_Problem requirements_
As the answer, give every line of the records that includes the word "named".

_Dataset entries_
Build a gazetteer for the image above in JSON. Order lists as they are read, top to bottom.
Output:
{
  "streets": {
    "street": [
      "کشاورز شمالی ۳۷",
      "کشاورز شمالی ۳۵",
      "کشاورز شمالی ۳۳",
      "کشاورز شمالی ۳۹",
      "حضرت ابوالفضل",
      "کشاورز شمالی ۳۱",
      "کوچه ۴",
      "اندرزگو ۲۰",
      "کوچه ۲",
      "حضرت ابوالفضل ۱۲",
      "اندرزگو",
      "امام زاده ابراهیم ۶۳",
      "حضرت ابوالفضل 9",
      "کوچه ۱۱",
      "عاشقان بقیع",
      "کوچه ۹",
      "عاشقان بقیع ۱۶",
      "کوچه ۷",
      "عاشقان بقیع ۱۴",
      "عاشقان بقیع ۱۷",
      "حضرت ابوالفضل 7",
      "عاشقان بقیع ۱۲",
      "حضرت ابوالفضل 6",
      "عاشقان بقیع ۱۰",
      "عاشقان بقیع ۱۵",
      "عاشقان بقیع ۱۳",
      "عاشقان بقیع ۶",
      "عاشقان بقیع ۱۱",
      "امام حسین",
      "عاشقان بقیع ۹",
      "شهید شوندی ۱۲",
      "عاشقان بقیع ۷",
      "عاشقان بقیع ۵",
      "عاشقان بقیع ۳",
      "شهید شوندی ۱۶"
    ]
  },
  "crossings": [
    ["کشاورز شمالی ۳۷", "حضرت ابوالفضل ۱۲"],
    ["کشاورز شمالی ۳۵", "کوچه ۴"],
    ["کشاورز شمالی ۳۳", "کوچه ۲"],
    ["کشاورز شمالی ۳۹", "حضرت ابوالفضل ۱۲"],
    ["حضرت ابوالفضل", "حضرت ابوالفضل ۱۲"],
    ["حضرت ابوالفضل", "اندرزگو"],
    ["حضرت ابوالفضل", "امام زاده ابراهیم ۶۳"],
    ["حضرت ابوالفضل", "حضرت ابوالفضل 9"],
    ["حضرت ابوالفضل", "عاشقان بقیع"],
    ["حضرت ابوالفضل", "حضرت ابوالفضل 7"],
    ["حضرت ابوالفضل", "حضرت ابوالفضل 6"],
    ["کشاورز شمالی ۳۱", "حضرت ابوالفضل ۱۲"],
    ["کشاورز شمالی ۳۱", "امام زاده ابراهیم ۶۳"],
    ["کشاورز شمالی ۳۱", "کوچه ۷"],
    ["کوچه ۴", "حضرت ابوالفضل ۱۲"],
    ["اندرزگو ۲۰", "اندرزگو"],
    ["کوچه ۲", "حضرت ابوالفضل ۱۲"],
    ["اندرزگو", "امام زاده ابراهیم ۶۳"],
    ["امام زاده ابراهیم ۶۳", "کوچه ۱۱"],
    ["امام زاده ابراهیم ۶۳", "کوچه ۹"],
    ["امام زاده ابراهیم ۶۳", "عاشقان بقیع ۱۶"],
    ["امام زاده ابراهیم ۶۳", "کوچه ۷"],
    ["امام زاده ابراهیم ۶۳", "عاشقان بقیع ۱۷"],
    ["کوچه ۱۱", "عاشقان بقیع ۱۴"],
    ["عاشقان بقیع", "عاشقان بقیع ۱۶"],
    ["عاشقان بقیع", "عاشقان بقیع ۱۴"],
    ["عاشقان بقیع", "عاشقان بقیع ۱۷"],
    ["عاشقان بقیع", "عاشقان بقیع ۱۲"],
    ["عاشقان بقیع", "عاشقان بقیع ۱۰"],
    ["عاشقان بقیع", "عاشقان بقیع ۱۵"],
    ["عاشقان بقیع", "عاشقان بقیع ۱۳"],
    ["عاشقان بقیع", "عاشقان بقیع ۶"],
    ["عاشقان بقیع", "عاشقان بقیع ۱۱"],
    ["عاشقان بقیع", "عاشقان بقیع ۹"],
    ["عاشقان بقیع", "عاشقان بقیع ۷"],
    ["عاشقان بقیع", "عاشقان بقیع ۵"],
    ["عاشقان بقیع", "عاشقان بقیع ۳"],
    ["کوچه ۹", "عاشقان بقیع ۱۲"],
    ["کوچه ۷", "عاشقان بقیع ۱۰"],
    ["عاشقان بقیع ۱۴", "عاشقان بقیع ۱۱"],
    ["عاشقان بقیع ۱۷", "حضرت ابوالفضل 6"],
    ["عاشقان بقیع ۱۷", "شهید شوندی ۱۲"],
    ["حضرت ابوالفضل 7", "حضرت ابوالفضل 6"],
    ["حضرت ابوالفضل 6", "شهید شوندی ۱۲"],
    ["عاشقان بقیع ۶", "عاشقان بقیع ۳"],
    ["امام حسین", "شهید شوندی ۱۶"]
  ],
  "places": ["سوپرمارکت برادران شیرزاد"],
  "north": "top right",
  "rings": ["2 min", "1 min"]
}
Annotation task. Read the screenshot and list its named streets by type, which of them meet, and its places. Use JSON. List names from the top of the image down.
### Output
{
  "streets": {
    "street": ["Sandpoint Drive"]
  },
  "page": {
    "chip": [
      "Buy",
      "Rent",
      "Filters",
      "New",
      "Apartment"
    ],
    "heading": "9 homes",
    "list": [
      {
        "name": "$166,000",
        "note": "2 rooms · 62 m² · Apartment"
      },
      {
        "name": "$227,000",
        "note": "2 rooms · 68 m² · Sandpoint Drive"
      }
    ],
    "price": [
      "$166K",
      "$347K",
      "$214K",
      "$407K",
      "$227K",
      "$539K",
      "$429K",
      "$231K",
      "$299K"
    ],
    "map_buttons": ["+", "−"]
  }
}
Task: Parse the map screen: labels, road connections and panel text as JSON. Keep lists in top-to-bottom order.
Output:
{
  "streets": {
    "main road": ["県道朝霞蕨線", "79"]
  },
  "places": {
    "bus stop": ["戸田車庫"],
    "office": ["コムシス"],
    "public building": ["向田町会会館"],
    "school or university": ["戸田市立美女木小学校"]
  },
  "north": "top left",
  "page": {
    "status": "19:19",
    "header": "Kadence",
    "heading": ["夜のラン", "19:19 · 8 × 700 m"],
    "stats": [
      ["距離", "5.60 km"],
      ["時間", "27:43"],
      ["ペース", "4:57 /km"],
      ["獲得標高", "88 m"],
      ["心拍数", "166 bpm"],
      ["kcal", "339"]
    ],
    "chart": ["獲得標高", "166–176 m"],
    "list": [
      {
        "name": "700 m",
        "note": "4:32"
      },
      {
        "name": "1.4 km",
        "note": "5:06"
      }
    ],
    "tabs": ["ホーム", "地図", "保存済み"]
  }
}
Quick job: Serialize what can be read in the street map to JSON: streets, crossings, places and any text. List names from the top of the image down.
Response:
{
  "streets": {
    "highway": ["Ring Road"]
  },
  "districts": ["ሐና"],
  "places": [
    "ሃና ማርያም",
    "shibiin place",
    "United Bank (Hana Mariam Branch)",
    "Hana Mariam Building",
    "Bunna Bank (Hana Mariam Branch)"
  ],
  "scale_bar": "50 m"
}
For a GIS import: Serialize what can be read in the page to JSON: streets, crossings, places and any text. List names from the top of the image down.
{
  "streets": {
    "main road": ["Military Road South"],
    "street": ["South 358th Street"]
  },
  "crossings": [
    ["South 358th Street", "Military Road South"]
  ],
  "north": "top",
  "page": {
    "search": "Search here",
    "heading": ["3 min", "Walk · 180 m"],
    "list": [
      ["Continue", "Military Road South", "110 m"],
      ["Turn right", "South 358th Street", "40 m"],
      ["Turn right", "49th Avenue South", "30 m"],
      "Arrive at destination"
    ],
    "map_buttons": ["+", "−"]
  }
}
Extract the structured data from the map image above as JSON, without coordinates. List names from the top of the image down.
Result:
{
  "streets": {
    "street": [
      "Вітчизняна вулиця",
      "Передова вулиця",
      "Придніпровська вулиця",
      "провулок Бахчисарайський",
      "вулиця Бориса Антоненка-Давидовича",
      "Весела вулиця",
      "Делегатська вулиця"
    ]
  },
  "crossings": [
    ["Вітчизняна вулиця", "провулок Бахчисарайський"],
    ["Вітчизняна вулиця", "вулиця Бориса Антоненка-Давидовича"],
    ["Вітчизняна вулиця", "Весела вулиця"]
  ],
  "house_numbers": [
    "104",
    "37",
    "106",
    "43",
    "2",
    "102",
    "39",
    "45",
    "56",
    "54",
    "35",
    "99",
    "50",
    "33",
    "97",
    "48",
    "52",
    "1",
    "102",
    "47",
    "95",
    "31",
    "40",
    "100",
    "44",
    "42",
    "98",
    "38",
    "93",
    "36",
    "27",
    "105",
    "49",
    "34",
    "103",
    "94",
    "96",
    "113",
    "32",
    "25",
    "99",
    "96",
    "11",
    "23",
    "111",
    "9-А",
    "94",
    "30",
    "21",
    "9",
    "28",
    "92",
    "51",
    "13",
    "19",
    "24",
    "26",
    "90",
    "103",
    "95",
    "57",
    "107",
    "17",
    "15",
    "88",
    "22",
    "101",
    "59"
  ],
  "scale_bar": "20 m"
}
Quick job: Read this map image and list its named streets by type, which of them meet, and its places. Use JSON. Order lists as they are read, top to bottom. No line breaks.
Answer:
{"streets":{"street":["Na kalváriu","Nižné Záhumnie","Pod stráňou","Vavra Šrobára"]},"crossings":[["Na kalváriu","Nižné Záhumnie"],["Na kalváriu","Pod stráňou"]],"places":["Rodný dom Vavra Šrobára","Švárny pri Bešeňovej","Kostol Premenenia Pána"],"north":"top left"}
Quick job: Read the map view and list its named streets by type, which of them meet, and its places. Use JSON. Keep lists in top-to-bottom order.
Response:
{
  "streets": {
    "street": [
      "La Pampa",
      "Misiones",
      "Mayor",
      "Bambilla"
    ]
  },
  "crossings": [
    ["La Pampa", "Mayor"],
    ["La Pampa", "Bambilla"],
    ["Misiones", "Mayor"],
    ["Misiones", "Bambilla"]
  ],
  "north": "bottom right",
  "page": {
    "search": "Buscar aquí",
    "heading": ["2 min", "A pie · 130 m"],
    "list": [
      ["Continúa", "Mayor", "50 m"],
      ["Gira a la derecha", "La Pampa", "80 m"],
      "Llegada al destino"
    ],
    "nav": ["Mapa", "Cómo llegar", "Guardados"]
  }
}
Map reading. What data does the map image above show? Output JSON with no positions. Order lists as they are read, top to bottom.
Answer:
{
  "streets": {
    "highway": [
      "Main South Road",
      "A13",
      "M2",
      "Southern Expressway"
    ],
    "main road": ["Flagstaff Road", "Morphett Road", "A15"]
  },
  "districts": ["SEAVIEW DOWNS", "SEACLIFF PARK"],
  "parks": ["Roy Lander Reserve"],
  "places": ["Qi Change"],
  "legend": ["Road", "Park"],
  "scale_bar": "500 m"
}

_Worked solution_
Annotation task. Read the screenshot and list its named streets by type, which of them meet, and its places. Use JSON. List names from the top of the image down.
Quick job: Read this map image and list its named streets by type, which of them meet, and its places. Use JSON. Order lists as they are read, top to bottom. No line breaks.
Quick job: Read the map view and list its named streets by type, which of them meet, and its places. Use JSON. Keep lists in top-to-bottom order.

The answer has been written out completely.